*** Opening of Given data ***

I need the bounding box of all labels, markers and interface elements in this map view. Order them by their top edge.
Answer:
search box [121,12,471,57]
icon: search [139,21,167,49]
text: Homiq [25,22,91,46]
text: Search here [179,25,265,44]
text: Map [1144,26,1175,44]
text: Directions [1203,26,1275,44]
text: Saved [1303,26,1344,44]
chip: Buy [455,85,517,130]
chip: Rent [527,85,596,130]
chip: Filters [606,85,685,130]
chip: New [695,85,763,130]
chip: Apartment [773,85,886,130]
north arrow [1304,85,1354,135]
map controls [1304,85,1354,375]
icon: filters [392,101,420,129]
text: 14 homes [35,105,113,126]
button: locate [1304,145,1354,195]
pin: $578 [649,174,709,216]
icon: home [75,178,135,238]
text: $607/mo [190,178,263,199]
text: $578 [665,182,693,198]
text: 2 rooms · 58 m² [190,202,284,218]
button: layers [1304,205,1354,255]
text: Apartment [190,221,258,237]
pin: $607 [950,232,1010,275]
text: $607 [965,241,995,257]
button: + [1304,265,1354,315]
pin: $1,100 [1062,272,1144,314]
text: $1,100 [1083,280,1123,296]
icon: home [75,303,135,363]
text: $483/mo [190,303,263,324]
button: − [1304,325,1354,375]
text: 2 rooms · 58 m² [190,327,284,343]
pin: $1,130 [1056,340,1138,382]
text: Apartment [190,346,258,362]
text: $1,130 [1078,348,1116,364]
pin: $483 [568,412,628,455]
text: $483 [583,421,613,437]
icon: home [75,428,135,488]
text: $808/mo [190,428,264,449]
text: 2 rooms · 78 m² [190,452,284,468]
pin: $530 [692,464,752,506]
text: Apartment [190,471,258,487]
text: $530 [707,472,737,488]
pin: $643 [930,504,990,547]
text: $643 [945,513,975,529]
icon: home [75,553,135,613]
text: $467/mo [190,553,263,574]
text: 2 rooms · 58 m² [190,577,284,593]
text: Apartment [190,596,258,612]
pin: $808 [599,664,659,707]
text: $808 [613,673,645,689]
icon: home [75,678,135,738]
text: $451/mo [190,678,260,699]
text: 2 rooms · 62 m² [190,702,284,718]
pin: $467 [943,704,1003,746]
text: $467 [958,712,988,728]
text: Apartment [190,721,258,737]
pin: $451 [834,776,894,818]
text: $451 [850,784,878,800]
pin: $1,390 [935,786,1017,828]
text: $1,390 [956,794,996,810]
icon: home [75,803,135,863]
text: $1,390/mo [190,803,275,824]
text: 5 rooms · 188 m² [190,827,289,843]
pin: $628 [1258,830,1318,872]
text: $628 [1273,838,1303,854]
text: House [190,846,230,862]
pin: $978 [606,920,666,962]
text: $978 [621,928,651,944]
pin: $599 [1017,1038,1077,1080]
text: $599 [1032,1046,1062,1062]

*** Close of Given data ***

## What is required
All entries are to be reproduced verbatim, with none omitted.

## Result of this task
I need the bounding box of all labels, markers and interface elements in this map view. Order them by their top edge.
Answer:
search box [121,12,471,57]
icon: search [139,21,167,49]
text: Homiq [25,22,91,46]
text: Search here [179,25,265,44]
text: Map [1144,26,1175,44]
text: Directions [1203,26,1275,44]
text: Saved [1303,26,1344,44]
chip: Buy [455,85,517,130]
chip: Rent [527,85,596,130]
chip: Filters [606,85,685,130]
chip: New [695,85,763,130]
chip: Apartment [773,85,886,130]
north arrow [1304,85,1354,135]
map controls [1304,85,1354,375]
icon: filters [392,101,420,129]
text: 14 homes [35,105,113,126]
button: locate [1304,145,1354,195]
pin: $578 [649,174,709,216]
icon: home [75,178,135,238]
text: $607/mo [190,178,263,199]
text: $578 [665,182,693,198]
text: 2 rooms · 58 m² [190,202,284,218]
button: layers [1304,205,1354,255]
text: Apartment [190,221,258,237]
pin: $607 [950,232,1010,275]
text: $607 [965,241,995,257]
button: + [1304,265,1354,315]
pin: $1,100 [1062,272,1144,314]
text: $1,100 [1083,280,1123,296]
icon: home [75,303,135,363]
text: $483/mo [190,303,263,324]
button: − [1304,325,1354,375]
text: 2 rooms · 58 m² [190,327,284,343]
pin: $1,130 [1056,340,1138,382]
text: Apartment [190,346,258,362]
text: $1,130 [1078,348,1116,364]
pin: $483 [568,412,628,455]
text: $483 [583,421,613,437]
icon: home [75,428,135,488]
text: $808/mo [190,428,264,449]
text: 2 rooms · 78 m² [190,452,284,468]
pin: $530 [692,464,752,506]
text: Apartment [190,471,258,487]
text: $530 [707,472,737,488]
pin: $643 [930,504,990,547]
text: $643 [945,513,975,529]
icon: home [75,553,135,613]
text: $467/mo [190,553,263,574]
text: 2 rooms · 58 m² [190,577,284,593]
text: Apartment [190,596,258,612]
pin: $808 [599,664,659,707]
text: $808 [613,673,645,689]
icon: home [75,678,135,738]
text: $451/mo [190,678,260,699]
text: 2 rooms · 62 m² [190,702,284,718]
pin: $467 [943,704,1003,746]
text: $467 [958,712,988,728]
text: Apartment [190,721,258,737]
pin: $451 [834,776,894,818]
text: $451 [850,784,878,800]
pin: $1,390 [935,786,1017,828]
text: $1,390 [956,794,996,810]
icon: home [75,803,135,863]
text: $1,390/mo [190,803,275,824]
text: 5 rooms · 188 m² [190,827,289,843]
pin: $628 [1258,830,1318,872]
text: $628 [1273,838,1303,854]
text: House [190,846,230,862]
pin: $978 [606,920,666,962]
text: $978 [621,928,651,944]
pin: $599 [1017,1038,1077,1080]
text: $599 [1032,1046,1062,1062]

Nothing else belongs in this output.